Detect at least one match between each data frame row and values in vector
My dataframe looks like this:
x1 <- c("a", "c", "f", "j")
x2 <- c("b", "c", "g", "k")
x3 <- c("b", "d", "h", NA)
x4 <- c("a", "e", "i", NA)
df <- data.frame(x1, x2, x3, x4, stringsAsFactors=F)
df
x1 x2 x3 x4
1 a b b a
2 c c d e
3 f g h i
4 j k <NA> <NA>
Now I have an arbitrary vector:
vec <- c("a", "i", "s", "t", "z")
I would like to compare the vector values with each row in the data frame and create an additional column that indicates whether at least one (ANY) of the vector values was found or not.
The resulting dataframe should look like this:
x1 x2 x3 x4 valueFound
1 a b b a 1
2 c c d e 0
3 f g h i 1
4 j k <NA> <NA> 0
I would like to do it without looping. Thank you very much for your support!
Rami
This would be faster than an apply
based solution (despite it's cryptic construction):
as.numeric(rowSums(`dim<-`(as.matrix(df) %in% vec, dim(df))) >= 1)
[1] 1 0 1 0
Update -- Some benchmarks
Here, we can make up some bigger data to test on.... These benchmarks are on 100k rows.
set.seed(1)
nrow <- 100000
ncol <- 10
vec <- c("a", "i", "s", "t", "z")
df <- data.frame(matrix(sample(c(letters, NA), nrow * ncol, TRUE),
nrow = nrow, ncol = ncol), stringsAsFactors = FALSE)
Here are the approaches we have so far:
AM <- function() as.numeric(rowSums(`dim<-`(as.matrix(df) %in% vec, dim(df))) >= 1)
NR1 <- function() {
apply(df,1,function(x){
if(any(x %in% vec)){
1
} else {
0
}
})
}
NR2 <- function() apply(df, 1, function(x) any(x %in% vec) + 0)
NR3 <- function() apply(df, 1, function(x) as.numeric(any(x %in% vec)))
NR4 <- function() apply(df, 1, function(x) any(x %in% vec) %/% TRUE)
NR5 <- function() apply(df, 1, function(x) cumprod(any(x %in% vec)))
RS1 <- function() as.numeric(grepl(paste(vec, collapse="|"), do.call(paste, df)))
RS2 <- function() as.numeric(seq(nrow(df)) %in% row(df)[unlist(df) %in% vec])

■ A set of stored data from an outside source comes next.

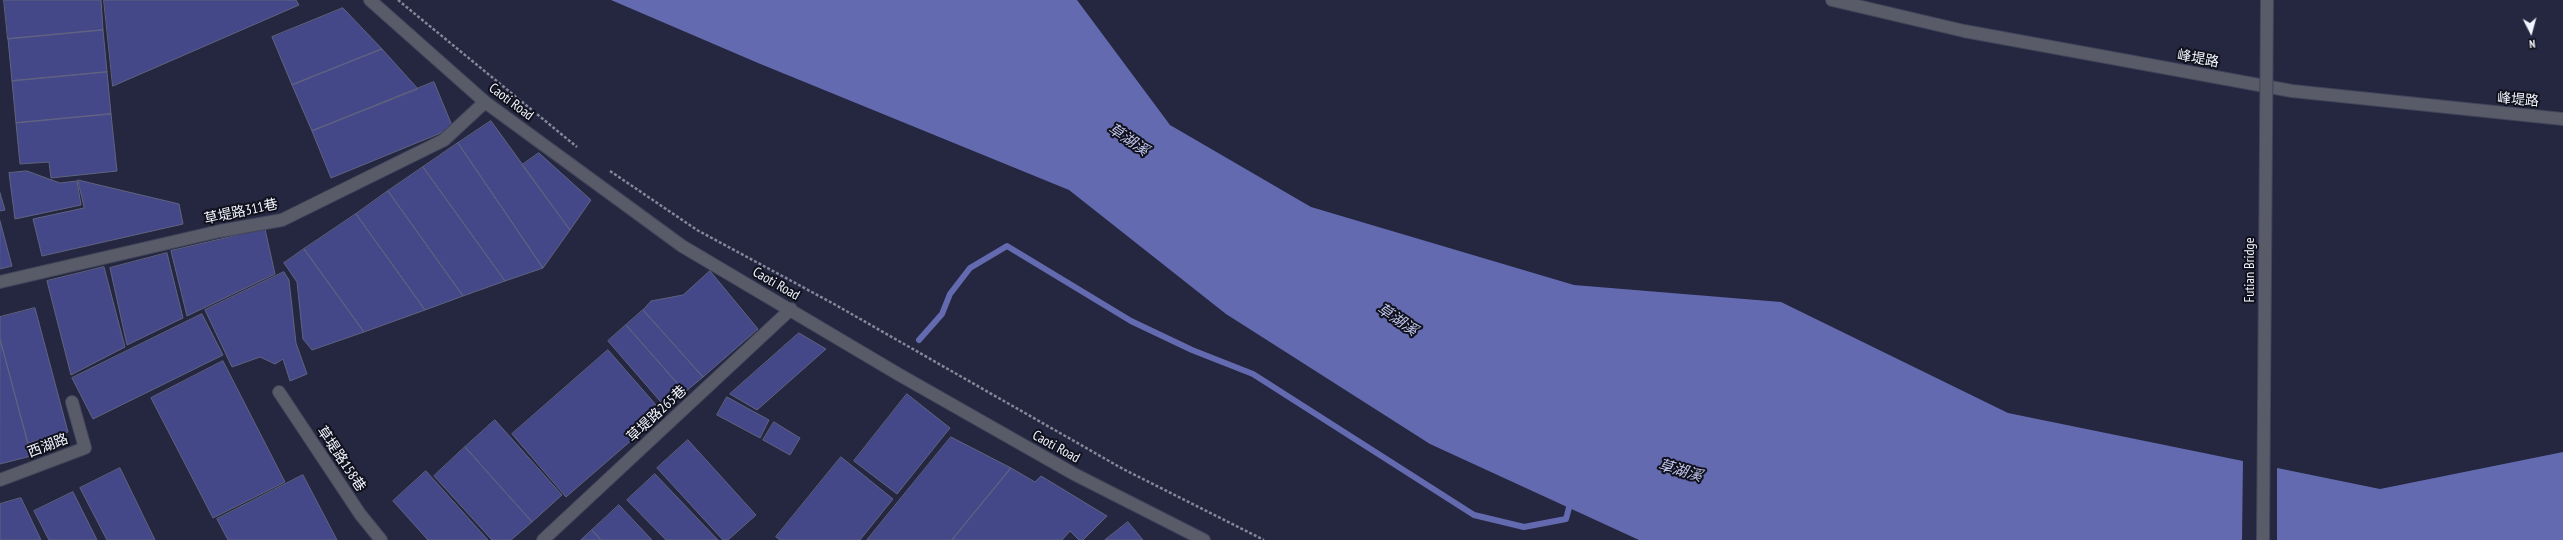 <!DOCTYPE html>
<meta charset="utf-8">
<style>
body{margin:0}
#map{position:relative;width:2563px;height:540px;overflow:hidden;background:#24273f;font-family:"PT Sans Narrow",sans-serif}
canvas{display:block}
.north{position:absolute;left:2511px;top:12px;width:40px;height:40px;-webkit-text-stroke:3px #10111c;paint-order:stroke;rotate:174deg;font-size:11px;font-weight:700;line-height:16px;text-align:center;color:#f2f4fe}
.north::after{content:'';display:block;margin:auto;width:14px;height:18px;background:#f2f4fe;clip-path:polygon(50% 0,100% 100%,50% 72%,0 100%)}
</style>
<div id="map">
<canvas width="2563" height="540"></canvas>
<div class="north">N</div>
</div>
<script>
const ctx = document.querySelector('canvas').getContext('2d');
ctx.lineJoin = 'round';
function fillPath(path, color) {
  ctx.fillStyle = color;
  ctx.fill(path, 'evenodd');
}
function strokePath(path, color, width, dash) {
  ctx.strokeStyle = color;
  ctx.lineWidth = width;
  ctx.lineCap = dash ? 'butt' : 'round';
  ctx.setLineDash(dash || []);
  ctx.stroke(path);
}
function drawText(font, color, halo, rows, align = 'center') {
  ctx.font = font + ' "PT Sans Narrow","Noto Sans TC",sans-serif';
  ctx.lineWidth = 4;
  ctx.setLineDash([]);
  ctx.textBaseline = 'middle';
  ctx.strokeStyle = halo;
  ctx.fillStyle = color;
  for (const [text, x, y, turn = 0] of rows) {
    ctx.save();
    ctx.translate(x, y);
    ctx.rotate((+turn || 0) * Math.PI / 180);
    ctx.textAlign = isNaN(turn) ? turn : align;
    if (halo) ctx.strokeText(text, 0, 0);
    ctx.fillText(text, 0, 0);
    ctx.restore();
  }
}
fillPath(new Path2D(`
 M 611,0 L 1077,0 L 1170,125 L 1311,207 L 1574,285 L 1781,302 L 2008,413 L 2380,489 L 2563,452 L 2563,540 L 1639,540 L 1430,444 L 1226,314 L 1069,190 L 758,63 Z`), '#646aaf');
fillPath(new Path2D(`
 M 2243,459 L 2277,466 L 2277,540 L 2242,540 Z`), '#24273f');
strokePath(new Path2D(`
 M 919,340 L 942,314 L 950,294 L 970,268 L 1007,246 L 1131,321 L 1192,350 L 1253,374 L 1474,515 L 1524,527 L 1566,519 L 1571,500`), '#646aaf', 6);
const building = new Path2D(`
 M 4,0 L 101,0 L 103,30 L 8,39 Z
 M 104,0 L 296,0 L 299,5 L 113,86 Z
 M 343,8 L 382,49 L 292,85 L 272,37 Z
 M 103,30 L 107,72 L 12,81 L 8,39 Z
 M 382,49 L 418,89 L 312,131 L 292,85 Z
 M 107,72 L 111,114 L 16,123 L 12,81 Z
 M 434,82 L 453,128 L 331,178 L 312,131 Z
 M 111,114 L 117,171 L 51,178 L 49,162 L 20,164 L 16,123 Z
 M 491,121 L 570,230 L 543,268 L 458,143 Z
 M 458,143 L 543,268 L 505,281 L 423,167 Z
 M 539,153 L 591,200 L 570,230 L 522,165 Z
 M 423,167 L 505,281 L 463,296 L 388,191 Z
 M 27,171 L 60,183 L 77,181 L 81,205 L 15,219 L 9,173 Z
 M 78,180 L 179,204 L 183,224 L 42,256 L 33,219 L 84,208 Z
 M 388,191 L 463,296 L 425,310 L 356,214 Z
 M 0,193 L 5,210 L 0,211 Z
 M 356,214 L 425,310 L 364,332 L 304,249 Z
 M 0,221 L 12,266 L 0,269 Z
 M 265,229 L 275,274 L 187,316 L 171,251 Z
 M 304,249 L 364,332 L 312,350 L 303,339 L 297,282 L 284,263 Z
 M 167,253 L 183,318 L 127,345 L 110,268 Z
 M 104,267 L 125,347 L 71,375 L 47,281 Z
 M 710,271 L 758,329 L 703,377 L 643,310 L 651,301 L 683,295 Z
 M 284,272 L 289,280 L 296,343 L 307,374 L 290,381 L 283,359 L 275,364 L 260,357 L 232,367 L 205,310 Z
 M 35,308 L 68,432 L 28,443 L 0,339 L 0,317 Z
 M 643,310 L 703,377 L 685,392 L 626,325 Z
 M 202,314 L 223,355 L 93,419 L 72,378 Z
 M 626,325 L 685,392 L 666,408 L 608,341 Z
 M 799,333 L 826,349 L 757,410 L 730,394 Z
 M 0,339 L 31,456 L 0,464 Z
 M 608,350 L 663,413 L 566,497 L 512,434 Z
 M 223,361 L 285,482 L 213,518 L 151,398 Z
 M 907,394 L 950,428 L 897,494 L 854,461 Z
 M 727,397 L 769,420 L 760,438 L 717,415 Z
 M 495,420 L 562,495 L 532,522 L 465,447 Z
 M 774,422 L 800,438 L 790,455 L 763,440 Z
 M 951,437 L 1011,468 L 952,540 L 867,540 Z
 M 688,440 L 756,515 L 728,540 L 723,540 L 657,468 Z
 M 465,447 L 532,522 L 511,540 L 492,540 L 434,476 Z
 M 841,457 L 893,499 L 860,540 L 780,540 L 776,537 Z
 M 120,468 L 155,540 L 107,540 L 80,488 Z
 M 1011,468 L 1035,482 L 1041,476 L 1107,516 L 1083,540 L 1079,540 L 1070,531 L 1062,540 L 952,540 Z
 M 426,471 L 488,540 L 428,540 L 393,501 Z
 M 655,474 L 718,540 L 666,540 L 627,500 Z
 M 303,475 L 337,540 L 228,540 L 217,519 Z
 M 73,492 L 97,540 L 49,540 L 34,511 Z
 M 21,498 L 41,540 L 0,540 L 0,504 Z
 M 619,505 L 652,540 L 601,540 L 592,530 Z
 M 1128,522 L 1143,540 L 1105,540 Z
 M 592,530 L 601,540 L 581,540 Z`);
fillPath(building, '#444889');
strokePath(building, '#60637f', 1);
const minor = new Path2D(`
 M 370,0 L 485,102 L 682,246 L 898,374 L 1074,474 L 1204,540
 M 1832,0 L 1964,31 L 2292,91 L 2563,119
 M 0,282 L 220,231 L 282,220 L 444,140 L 485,102
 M 279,392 L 360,514 L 381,540
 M 0,480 L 85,448 L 72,402
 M 543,540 L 791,309`);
strokePath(minor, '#41445a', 14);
strokePath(new Path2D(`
 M 398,0 L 577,147
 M 610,171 L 697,230 L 834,304 L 1123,469 L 1264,540`), '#858799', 2.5, [3, 2]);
strokePath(minor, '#595b68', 12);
const minorBridge = new Path2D(`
 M 2263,540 L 2267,0`);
strokePath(minorBridge, '#41445a', 14, []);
strokePath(minorBridge, '#595b68', 12);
drawText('14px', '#f2f4fe', '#10111c', [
 ["峰堤路",2198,59,10],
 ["峰堤路",2518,100,5],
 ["Caoti Road",511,102,37],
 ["草堤路311巷",241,212,-12],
 ["Futian Bridge",2250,270,-90],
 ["Caoti Road",776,284,30],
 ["草堤路265巷",657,414,-43],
 ["西湖路",48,446,-21],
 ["Caoti Road",1056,447,29],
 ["草堤路158巷",341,459,56]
]);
drawText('italic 15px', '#c3c8ef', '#10111c', [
 ["草湖溪",1128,140,34],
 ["草湖溪",1397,320,34],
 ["草湖溪",1680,471,16]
]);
</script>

I'm suspecting the NR functions will be a little slower:
system.time(NR1()) # Other NR functions are about the same
# user system elapsed
# 1.172 0.000 1.196
And, similarly, Richard's second approach:
system.time(RS2())
# user system elapsed
# 0.918 0.000 0.932
The grepl
and this rowSum
function are left for the benchmarks:
library(microbenchmark)
microbenchmark(AM(), RS1())
# Unit: milliseconds
# expr min lq mean median uq max neval
# AM() 65.75296 67.2527 92.03043 84.58111 102.3199 234.6114 100
# RS1() 253.57360 256.6148 266.89640 260.18038 264.1531 385.6525 100
Here's one way to do this:
df$valueFound <- apply(df,1,function(x){
if(any(x %in% vec)){
1
} else {
0
}
})
##
> df
x1 x2 x3 x4 valueFound
1 a b b a 1
2 c c d e 0
3 f g h i 1
4 j k <NA> <NA> 0
Thanks to @David Arenburg and @CathG, a couple of more concise approaches:
apply(df, 1, function(x) any(x %in% vec) + 0)
apply(df, 1, function(x) as.numeric(any(x %in% vec)))
Just for fun, a couple of other interesting variants:
apply(df, 1, function(x) any(x %in% vec) %/% TRUE)
apply(df, 1, function(x) cumprod(any(x %in% vec)))
Since you don't want a loop, you could get creative and paste the columns together by row, and then use grepl
to compare it with vec
> as.numeric(grepl(paste(vec, collapse="|"), do.call(paste, df)))
[1] 1 0 1 0
Here's a second option that compares the rows to the unlisted data frame
> as.numeric(seq(nrow(df)) %in% row(df)[unlist(df) %in% vec])
[1] 1 0 1 0